La normativa prevede dei termini temporali precisi per la denuncia di ritrovamento presso l’Autorità marittima, che non possono superare i tre giorni dal rinvenimento o, se si è in navigazione, dal momento di rientro a terra.

La percentuale di rimborso è molto alta, giustificata dal fatto che le attività di recupero da parte di chi ritrova l’imbarcazione comportano dei costi e dei rischi per lo scopritore, che deve essere disposto ad assumersi. D’altro canto, accettare le spese di recupero rappresenta per il proprietario l’unica alternativa per ritrovare e riavere la propria barca.

La ricompensa è a carico del proprietario e, qualora sia ignoto, la spesa spetta all’Autorità marittima, che prende in custodia l’imbarcazione e pubblica un “Avviso di Ritrovamento” che deve essere affisso per almeno tre mesi. Trascorsi i quali, se il proprietario non si presenta, l’Autorità marittima procede alla vendita dell’imbarcazione. Nel caso in cui alla vendita non si presentano acquirenti, l’Autorità marittima può decidere di lasciare il bene a chi lo ha ritrovato.

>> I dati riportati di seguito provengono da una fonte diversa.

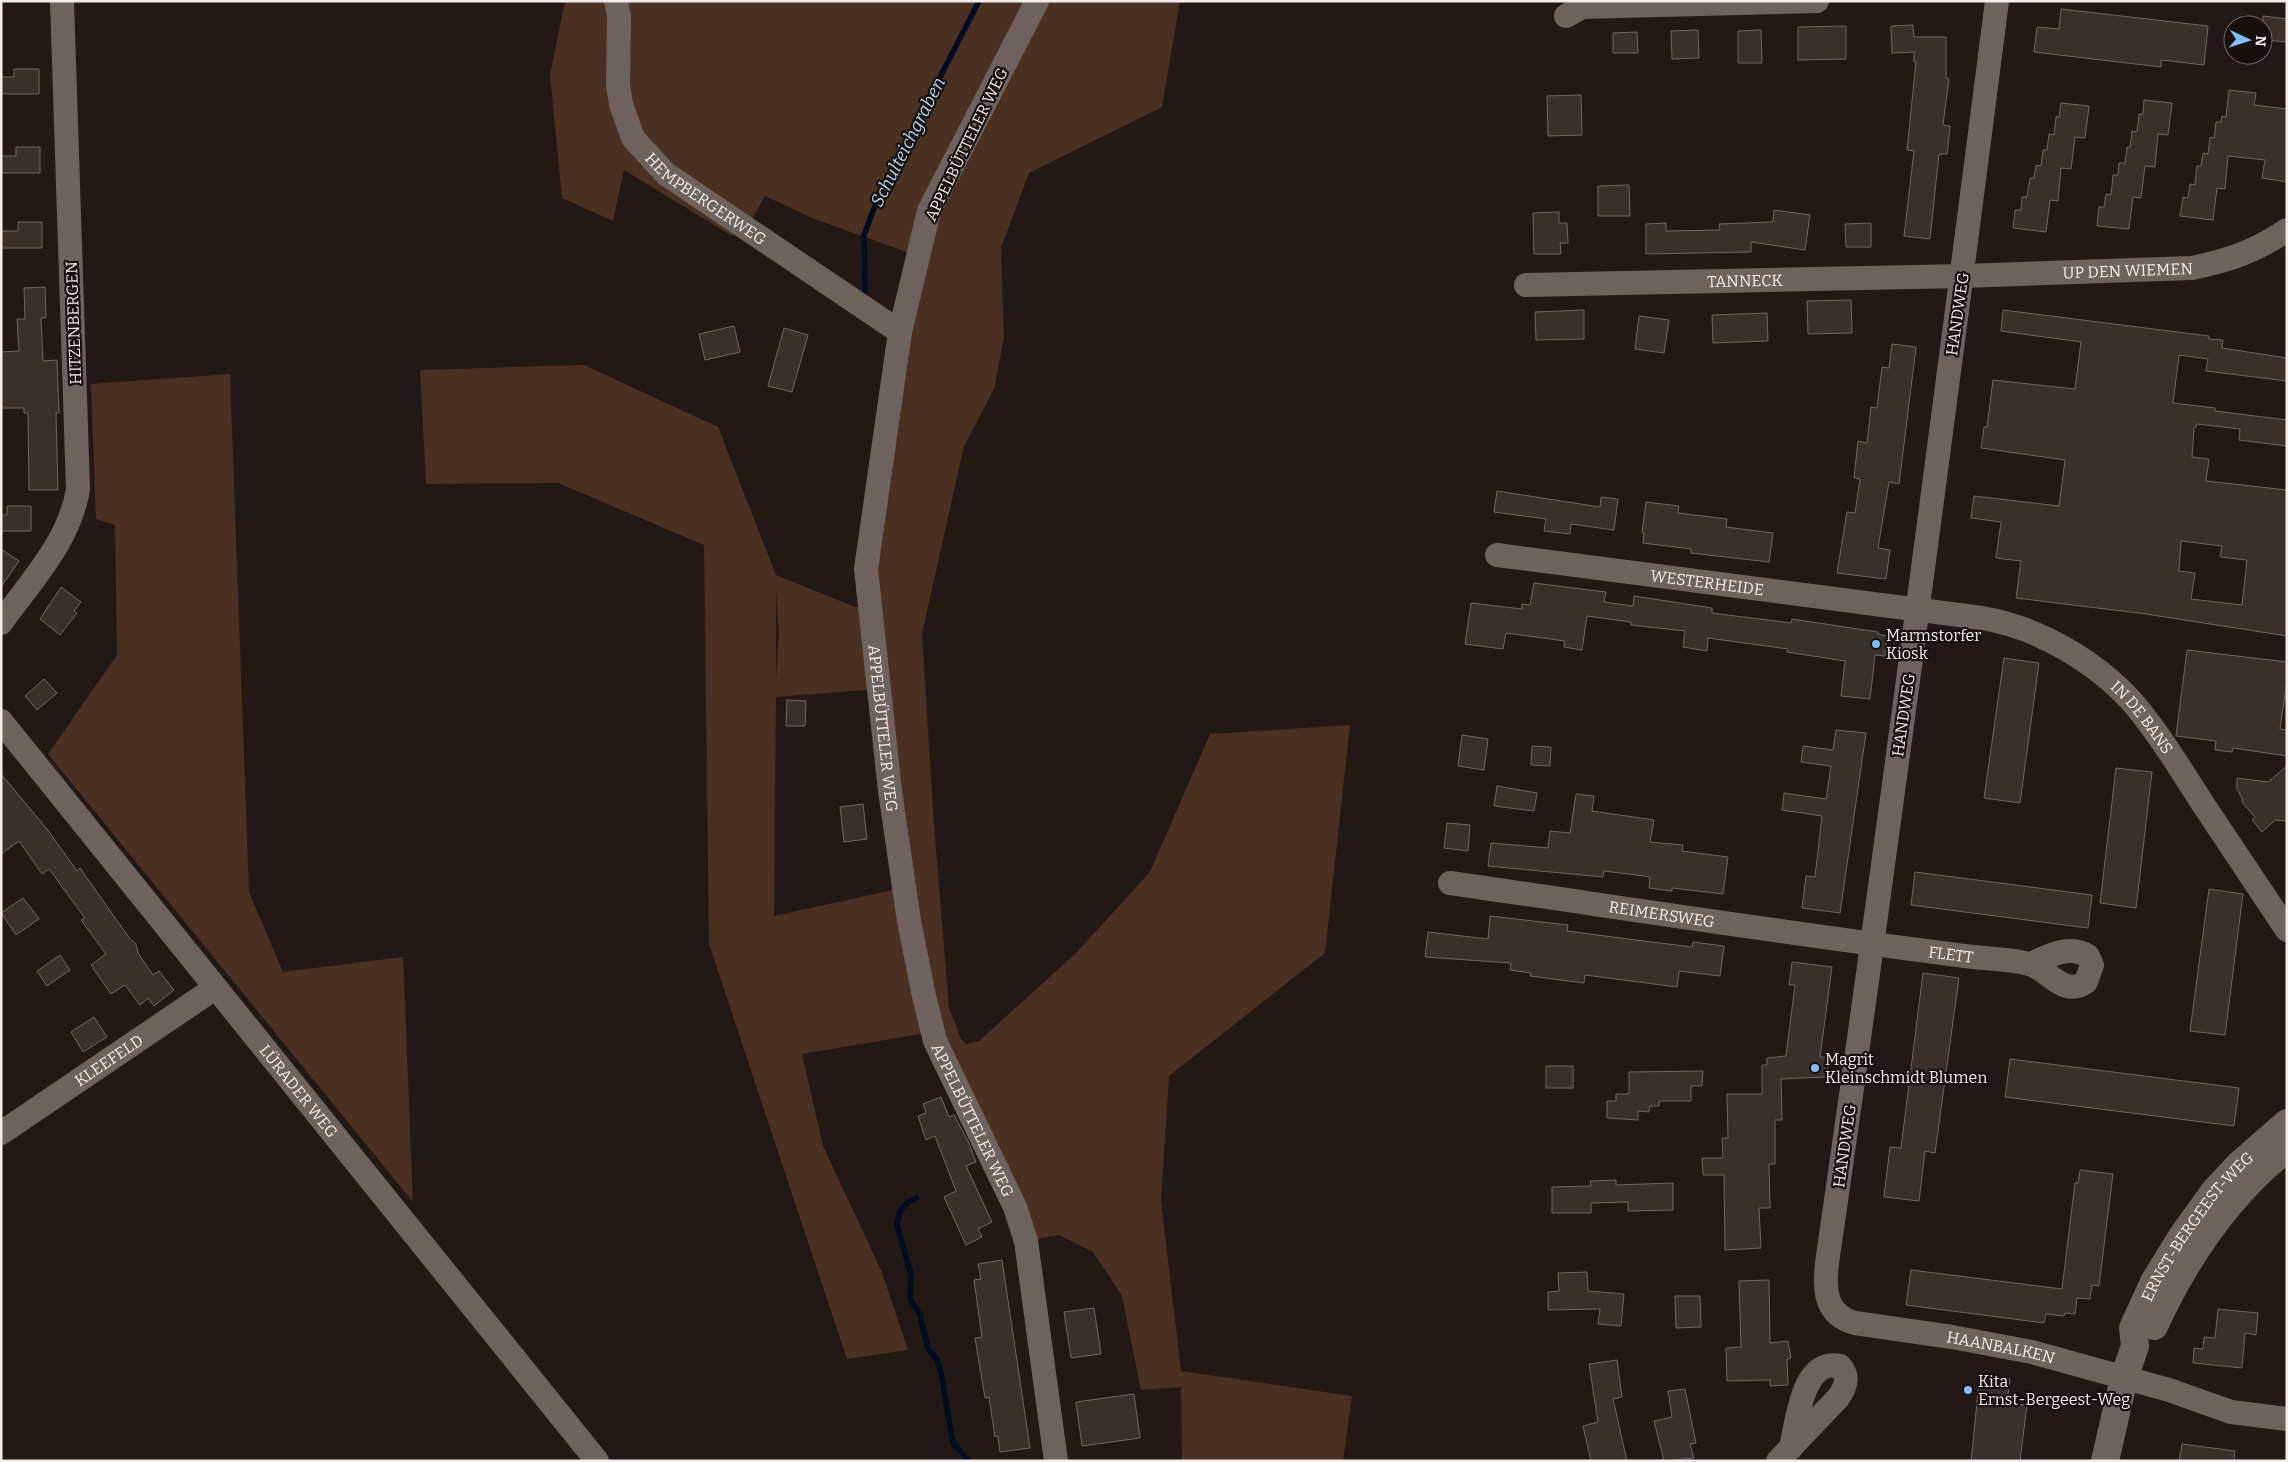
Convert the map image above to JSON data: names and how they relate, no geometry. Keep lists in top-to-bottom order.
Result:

Sottratto il compenso che spetta a chi ha ritrovato l’imbarcazione, il ricavato della vendita giace per i successivi due anni presso un istituto di credito in attesa di essere rivendicata dal legittimo proprietario. Se questi non si presenta, la somma è devoluta alla Cassa Nazionale per la Previdenza Marittima.

Queste precisazioni sfatano il falsissimo mito di senso comune che vede il mare come terra di nessuno, anzi rendono chiaro che appropriarsi di cose ritrovate in mare aperto espone al rischio di incorrere in pesanti sanzioni.

Salvataggio in mare

Il Codice della Navigazione prevede all’art. 489 che:

“l’assistenza a nave o ad aeromobile in mare o in acque interne, i quali siano in pericolo di perdersi, è obbligatoria, in quanto possibile senza grave rischio della nave soccorritrice, del suo equipaggio e dei suoi passeggeri”.

 

Prestare assistenza e operare il salvataggio di una nave o imbarcazione sono, dunque, operazioni obbligatorie ma che danno diritto al risarcimento dei danni subiti, al rimborso delle spese sostenute e a un compenso, qualora il salvataggio porti a un risultato anche parzialmente utile.

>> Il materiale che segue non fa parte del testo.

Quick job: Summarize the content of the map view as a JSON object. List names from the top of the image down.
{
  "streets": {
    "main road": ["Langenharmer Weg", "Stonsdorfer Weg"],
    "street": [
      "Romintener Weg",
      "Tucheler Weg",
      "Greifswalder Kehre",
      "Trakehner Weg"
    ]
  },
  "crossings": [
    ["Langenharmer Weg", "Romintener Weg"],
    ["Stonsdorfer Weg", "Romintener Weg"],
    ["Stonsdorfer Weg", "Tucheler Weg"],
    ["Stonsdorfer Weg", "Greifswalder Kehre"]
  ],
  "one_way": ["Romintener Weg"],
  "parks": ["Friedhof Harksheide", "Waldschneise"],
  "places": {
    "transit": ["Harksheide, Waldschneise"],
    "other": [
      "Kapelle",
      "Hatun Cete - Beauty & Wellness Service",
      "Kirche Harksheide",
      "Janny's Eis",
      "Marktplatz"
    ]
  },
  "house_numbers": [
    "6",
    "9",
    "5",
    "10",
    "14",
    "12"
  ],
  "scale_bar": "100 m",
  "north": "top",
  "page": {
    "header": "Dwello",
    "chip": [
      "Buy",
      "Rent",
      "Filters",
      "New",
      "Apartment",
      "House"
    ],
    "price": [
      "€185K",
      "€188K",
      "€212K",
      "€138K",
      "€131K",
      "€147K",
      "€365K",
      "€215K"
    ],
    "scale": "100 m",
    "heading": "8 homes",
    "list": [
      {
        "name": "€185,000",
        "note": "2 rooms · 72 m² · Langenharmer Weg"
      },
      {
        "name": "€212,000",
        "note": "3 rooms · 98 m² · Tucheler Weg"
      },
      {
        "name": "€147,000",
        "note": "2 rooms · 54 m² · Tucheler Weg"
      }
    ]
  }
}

Nel salvataggio, venendo meno la fase di ricerca dell’imbarcazione, il compenso è calcolato tra l’1% ed il 5% del valore dell’imbarcazione e tiene conto di una serie di fattori:

  • Successo ottenuto;
  • Rischi corsi dalla nave soccorritrice;
  • Grado di pericolo in cui versano i beni salvati;
  • Sforzi compiuti nelle operazioni di salvataggio;
  • Tempi impiegati per il salvataggio.

Secondo un’antica regola marinaresca, la nave in difficoltà accetta il salvataggio, che dà diritto al risarcimento e al compenso, nel momento in cui accetta la cima da traino dell’imbarcazione soccorritrice.

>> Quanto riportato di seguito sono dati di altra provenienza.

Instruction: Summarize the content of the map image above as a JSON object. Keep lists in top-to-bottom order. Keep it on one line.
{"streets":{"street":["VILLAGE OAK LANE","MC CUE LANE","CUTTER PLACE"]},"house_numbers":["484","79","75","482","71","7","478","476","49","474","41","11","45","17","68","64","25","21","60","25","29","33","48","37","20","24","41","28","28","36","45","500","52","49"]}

Inoltre, nel caso in cui ci sia un pericolo di vita delle persone a bordo, il salvataggio non prevede nessun compenso ma solo l’obbligatorietà dell’assistenza, altrimenti si incorre nel reato di omissione di soccorso in mare.

Rimorchio in mare

Intuitivamente si potrebbe pensare che il salvataggio e il rimorchio di una nave siano la stessa cosa, ma non sempre trainare un’imbarcazione in difficoltà significa effettuare un salvataggio.

Il salvataggio è caratterizzato dall’immediatezza del pericolo, condizione assente in caso di rimorchio.

Quando, infatti, non sussistono situazioni di pericolo per l’imbarcazione in panne e l’operazione non prevede rischi si tratta di rimorchio. Attività che prevede dei costi decisamente meno onerosi rispetto al salvataggio o al recupero, che attengono soltanto alle spese sostenute per il traino.

In questi casi, di cui l’esempio più tipico è la circostanza in cui si richiede aiuto perché rimasti senza benzina con mare calmo, è consigliabile a chi viene rimorchiato di consegnare la cima, per evitare che chi interviene possa recriminare il salvataggio piuttosto che il rimorchio.